A huge crowd mobilised at Ratchaprasong Intersection to mark four months since the May 19 massacre of pro-democracy protesters. Video by Richard Barrow.

By Thailand Troubles and Peter Boyle

September 19, 2010 -- While a motorcade of 150 vehicles made their way from Bangkok to Chiangmai for a rally of the United Front for Democracy against Dictatorship (UDD), popularly known as the Red Shirts, expected to draw 10,000, a growing crowd of Red Shirts gathered since morning around Ratchaprasong Intersection, the site of the April-May mass protest camp of Red Shirts that was bloodily repressed by the military on May 19. Ninety-one people were killed and thousands were wounded. Hundreds of Red Shirts remain in detention. There were also protests around the world (reports will be posted in the comments section below, as they come to hand).
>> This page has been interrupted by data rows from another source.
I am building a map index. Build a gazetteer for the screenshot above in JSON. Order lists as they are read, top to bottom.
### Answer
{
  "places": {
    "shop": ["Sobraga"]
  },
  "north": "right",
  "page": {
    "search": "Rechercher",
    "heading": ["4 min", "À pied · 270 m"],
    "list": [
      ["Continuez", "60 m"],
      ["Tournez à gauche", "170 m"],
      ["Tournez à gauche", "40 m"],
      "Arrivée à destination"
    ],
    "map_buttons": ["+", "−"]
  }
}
When many thousands openly protest their support for a cause labelled terrorist by a government willing to use deadly force to suppress those who question its writ it is hard not to conclude that the spirit of the movement is far from broken.

The Red Shirt movement demonstrated that this afternoon and evening when they turned Ratchaprasong, site of a two-month sit-in protest that was finally brought to an end by troops using deadly force on the May 19, 2010, into a sea of red once again, evoking the heady days of March, April and May. The graffiti, handwritten notices and banners were defiant, angry and confident, a mix of accusations and condemnation, demands and questions. The mood was joyful with singing and cheering, clapping and dancing. But amid the smiles, the feelings of solidarity, were not a few faces sad and serious. As ever people were polite and courteous, talking eagerly with new acquaintances.

These pictures relayed by Rajprasong News via Twitter, and from Thailand's Troubles blog that follow, tell the story of the gathering crowd in Bangkok.

Road filled up!

14:38 Crowds of more than 5000 now occupying Ratchaprasong.

16:39

Crowd now in "tens of thousands".

According to Rajprasong News the police estimated the crowd as 10,000 at 4pm, but other estimates were higher, especially leading up to 5pm.

4 years 4 months

September 19, 2010 -- Thailand's Troubles -- Today was for the Red movement a commemoration of those killed on the May 19, 2010, by troops under the government of Abhisit Vejjajiva, of the rather misnamed Democrat Party, and the coup of September 19, 2006, when the elected government of Thaksin Shinawatra was ousted by troops serving the interests of an elite cabal which eventually engineered the government led by Abhisit.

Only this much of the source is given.